Task - When a line below contains the string "rotate", show that line.
* * *
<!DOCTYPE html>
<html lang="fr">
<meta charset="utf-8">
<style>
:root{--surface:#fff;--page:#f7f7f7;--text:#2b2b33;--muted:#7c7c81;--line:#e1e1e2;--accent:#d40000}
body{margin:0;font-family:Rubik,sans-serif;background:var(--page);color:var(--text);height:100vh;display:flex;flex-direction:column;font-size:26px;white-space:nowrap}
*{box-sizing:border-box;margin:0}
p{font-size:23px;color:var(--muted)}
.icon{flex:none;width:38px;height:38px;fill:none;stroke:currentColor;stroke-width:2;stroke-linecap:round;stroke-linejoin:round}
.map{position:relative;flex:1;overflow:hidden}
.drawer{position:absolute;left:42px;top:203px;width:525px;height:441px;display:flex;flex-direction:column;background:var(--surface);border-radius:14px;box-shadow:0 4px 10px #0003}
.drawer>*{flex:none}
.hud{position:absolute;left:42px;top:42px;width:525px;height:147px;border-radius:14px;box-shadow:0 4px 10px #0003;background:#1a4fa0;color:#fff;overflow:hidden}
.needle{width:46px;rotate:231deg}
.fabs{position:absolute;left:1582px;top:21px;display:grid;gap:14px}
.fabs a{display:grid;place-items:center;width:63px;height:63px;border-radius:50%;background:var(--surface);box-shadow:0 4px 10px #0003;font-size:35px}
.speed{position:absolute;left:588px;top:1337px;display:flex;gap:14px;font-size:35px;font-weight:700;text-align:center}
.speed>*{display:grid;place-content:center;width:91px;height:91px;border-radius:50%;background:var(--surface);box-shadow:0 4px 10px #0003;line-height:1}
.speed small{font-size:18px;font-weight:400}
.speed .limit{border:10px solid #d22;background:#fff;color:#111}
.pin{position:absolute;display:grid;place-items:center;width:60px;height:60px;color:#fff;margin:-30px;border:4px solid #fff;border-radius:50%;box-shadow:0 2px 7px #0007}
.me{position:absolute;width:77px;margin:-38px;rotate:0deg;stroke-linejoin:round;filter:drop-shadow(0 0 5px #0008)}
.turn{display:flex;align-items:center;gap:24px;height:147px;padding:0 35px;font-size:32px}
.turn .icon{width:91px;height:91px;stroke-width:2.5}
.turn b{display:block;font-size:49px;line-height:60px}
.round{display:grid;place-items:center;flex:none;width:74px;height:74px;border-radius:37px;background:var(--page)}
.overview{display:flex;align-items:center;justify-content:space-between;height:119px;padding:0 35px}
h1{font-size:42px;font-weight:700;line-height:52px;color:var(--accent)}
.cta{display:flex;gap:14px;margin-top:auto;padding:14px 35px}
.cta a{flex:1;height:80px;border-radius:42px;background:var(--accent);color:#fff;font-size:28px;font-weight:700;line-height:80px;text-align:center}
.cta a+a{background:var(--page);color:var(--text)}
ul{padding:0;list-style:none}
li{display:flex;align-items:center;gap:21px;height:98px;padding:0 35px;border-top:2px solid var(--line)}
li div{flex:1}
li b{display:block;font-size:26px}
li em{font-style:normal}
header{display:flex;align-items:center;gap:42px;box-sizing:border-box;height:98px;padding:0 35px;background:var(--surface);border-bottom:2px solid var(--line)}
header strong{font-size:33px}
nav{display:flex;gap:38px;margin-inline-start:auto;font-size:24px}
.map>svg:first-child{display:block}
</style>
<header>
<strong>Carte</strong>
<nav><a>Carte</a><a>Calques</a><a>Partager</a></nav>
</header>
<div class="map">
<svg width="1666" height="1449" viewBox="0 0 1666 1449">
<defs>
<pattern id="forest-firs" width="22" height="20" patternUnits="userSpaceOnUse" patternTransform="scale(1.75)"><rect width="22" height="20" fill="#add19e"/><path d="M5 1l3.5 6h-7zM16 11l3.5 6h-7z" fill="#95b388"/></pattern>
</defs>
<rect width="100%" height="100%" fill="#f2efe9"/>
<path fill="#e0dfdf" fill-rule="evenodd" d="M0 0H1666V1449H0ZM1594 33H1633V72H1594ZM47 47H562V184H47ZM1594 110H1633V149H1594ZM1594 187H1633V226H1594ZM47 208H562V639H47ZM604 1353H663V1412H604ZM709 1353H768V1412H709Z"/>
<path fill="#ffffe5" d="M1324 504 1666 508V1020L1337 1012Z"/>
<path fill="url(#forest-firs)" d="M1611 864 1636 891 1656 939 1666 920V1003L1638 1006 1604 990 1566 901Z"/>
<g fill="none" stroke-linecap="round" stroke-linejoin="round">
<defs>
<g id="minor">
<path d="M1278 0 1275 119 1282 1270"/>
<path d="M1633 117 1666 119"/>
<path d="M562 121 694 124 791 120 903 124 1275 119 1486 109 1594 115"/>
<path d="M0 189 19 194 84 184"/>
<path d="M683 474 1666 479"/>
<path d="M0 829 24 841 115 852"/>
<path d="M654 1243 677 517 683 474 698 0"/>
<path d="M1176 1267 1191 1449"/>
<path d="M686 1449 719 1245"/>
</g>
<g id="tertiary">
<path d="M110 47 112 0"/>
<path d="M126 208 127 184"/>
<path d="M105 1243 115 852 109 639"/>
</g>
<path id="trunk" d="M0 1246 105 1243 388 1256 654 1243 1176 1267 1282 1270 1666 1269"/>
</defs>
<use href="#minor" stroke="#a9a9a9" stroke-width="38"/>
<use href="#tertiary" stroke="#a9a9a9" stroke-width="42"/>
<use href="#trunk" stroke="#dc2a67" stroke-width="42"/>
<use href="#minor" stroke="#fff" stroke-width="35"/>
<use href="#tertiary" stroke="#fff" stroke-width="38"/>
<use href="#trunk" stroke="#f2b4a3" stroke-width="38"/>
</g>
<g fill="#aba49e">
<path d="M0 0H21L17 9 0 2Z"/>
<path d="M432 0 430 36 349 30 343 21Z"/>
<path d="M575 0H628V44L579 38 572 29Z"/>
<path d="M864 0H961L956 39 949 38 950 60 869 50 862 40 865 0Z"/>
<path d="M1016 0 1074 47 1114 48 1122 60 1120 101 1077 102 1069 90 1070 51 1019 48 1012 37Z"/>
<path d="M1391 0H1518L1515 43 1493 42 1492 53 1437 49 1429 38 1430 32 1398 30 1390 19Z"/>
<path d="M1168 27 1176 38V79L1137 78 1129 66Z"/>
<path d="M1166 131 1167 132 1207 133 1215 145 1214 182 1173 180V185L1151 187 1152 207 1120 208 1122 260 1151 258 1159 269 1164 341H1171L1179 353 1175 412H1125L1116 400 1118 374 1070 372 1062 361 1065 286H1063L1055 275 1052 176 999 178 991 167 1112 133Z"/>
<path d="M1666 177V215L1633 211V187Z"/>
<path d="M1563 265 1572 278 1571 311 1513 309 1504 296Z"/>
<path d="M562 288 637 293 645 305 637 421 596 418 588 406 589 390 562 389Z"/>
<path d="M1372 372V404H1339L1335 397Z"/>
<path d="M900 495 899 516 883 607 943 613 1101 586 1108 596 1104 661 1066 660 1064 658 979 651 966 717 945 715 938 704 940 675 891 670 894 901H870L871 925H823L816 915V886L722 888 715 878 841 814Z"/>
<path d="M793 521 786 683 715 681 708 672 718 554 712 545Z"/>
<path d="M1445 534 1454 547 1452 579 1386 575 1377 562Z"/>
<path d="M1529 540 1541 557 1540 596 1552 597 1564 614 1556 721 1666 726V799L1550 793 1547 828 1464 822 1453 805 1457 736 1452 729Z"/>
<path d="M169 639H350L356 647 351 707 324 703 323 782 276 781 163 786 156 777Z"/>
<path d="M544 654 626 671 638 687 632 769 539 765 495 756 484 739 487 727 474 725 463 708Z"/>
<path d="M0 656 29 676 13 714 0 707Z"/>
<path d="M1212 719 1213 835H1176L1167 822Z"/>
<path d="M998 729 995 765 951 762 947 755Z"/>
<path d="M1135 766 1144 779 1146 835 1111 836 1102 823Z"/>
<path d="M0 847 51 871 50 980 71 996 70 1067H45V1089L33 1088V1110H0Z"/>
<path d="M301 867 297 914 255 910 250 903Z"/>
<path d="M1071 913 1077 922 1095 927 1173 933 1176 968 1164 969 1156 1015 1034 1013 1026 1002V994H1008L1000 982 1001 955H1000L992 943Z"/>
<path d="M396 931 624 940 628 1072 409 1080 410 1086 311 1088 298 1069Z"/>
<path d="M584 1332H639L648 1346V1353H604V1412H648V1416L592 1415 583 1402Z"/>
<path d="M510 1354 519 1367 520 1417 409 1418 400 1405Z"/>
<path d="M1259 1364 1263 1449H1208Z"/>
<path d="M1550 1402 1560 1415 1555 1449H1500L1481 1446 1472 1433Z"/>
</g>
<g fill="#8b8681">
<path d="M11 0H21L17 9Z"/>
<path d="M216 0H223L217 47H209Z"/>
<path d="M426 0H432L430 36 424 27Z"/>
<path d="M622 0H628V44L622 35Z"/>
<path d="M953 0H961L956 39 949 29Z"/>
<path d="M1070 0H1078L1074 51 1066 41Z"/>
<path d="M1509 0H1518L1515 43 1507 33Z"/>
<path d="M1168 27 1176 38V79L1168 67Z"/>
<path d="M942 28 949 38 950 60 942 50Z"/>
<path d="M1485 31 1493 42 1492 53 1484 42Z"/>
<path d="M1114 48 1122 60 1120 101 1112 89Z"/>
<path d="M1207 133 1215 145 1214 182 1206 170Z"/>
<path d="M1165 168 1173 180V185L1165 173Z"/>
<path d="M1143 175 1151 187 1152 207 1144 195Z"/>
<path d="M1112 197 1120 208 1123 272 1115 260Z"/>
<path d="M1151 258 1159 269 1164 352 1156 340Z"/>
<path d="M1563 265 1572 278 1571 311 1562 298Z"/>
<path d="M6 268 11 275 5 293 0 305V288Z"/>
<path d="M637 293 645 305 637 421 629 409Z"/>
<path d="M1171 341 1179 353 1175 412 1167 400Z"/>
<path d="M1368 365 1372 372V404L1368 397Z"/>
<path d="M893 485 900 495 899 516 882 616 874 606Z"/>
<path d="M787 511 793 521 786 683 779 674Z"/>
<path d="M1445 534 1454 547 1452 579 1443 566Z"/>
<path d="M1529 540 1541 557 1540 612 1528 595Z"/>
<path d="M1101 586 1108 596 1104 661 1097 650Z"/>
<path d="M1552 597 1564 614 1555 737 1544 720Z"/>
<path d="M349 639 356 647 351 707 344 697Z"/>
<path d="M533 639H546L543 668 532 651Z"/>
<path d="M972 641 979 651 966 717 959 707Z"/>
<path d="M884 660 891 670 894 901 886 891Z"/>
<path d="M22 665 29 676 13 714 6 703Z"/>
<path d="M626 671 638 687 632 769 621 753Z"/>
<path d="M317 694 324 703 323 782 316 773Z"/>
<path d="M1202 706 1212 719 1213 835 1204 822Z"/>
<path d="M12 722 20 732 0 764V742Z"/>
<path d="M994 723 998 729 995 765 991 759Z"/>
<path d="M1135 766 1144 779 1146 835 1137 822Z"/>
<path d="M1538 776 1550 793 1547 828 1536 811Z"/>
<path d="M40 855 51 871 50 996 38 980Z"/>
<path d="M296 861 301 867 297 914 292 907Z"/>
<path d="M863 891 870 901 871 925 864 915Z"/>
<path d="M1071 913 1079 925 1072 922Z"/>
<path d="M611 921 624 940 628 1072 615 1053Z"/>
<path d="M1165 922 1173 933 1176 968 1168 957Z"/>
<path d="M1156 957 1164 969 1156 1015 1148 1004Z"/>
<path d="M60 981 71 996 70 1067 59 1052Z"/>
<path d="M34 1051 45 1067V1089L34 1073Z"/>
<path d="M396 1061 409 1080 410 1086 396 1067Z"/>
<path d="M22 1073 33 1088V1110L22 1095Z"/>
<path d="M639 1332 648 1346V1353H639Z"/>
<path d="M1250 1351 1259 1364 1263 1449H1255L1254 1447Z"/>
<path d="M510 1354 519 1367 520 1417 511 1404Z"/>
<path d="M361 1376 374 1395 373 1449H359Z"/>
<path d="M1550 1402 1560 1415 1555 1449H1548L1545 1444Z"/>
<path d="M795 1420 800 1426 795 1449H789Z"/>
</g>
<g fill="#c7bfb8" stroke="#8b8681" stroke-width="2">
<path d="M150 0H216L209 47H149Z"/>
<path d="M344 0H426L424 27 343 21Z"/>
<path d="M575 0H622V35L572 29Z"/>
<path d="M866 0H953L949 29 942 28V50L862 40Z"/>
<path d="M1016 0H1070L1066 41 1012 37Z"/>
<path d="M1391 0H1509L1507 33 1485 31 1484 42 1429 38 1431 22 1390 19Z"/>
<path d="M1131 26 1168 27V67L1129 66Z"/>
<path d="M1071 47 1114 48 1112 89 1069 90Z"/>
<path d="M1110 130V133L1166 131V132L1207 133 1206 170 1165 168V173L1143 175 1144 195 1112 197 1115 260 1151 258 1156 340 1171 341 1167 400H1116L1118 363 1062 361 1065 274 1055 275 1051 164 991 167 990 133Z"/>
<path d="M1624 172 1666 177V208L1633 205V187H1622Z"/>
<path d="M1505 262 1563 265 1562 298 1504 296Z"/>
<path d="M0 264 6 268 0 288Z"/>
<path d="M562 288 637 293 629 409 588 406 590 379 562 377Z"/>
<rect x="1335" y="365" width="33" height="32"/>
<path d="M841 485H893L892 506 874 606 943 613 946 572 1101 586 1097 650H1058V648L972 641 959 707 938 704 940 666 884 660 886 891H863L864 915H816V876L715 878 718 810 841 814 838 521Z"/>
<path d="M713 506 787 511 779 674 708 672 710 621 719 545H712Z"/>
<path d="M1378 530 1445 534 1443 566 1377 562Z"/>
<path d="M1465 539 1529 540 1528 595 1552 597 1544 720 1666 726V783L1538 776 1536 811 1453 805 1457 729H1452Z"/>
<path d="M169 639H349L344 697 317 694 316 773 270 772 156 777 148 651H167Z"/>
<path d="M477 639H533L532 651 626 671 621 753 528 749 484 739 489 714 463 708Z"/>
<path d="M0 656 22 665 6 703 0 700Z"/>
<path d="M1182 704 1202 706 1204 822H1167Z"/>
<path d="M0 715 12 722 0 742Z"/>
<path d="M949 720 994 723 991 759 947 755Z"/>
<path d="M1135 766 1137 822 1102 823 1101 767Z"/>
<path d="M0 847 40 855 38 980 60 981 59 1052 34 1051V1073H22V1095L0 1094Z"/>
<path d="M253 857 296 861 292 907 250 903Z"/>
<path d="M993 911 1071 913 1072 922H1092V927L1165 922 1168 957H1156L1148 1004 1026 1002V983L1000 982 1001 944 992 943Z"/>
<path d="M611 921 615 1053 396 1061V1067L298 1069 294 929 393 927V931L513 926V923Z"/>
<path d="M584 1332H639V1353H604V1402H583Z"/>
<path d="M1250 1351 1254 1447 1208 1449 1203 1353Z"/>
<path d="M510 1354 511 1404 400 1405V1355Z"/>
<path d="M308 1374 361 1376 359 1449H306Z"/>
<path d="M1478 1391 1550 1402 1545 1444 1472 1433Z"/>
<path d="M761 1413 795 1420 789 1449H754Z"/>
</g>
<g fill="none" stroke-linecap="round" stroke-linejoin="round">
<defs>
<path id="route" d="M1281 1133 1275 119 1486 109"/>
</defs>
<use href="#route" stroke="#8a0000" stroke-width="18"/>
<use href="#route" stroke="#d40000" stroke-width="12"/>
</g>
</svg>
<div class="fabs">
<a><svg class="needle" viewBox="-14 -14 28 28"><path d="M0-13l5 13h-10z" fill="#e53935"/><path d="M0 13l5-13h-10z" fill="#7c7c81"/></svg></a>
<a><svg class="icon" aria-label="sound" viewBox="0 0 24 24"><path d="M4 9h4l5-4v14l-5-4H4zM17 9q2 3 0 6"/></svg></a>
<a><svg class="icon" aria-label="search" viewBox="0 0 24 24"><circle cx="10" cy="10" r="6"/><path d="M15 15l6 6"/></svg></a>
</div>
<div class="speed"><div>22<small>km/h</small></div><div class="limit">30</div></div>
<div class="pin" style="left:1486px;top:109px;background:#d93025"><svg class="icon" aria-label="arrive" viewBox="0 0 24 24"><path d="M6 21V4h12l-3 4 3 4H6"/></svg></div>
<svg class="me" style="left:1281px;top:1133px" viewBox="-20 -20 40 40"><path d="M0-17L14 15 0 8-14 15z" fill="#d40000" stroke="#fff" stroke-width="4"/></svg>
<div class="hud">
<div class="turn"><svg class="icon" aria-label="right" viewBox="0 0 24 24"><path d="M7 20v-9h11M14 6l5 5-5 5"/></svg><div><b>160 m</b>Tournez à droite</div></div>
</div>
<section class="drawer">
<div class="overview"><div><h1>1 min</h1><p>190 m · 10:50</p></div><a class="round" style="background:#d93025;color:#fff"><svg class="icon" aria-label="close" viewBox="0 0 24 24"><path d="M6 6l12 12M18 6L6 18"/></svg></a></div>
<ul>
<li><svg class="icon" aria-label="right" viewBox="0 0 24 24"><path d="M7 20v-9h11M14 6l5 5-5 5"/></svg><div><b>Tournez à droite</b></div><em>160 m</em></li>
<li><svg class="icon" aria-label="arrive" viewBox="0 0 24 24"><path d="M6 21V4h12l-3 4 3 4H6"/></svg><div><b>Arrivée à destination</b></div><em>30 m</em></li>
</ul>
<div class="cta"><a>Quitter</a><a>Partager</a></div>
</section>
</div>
* * *
Output of the task -
.needle{width:46px;rotate:231deg}
.me{position:absolute;width:77px;margin:-38px;rotate:0deg;stroke-linejoin:round;filter:drop-shadow(0 0 5px #0008)}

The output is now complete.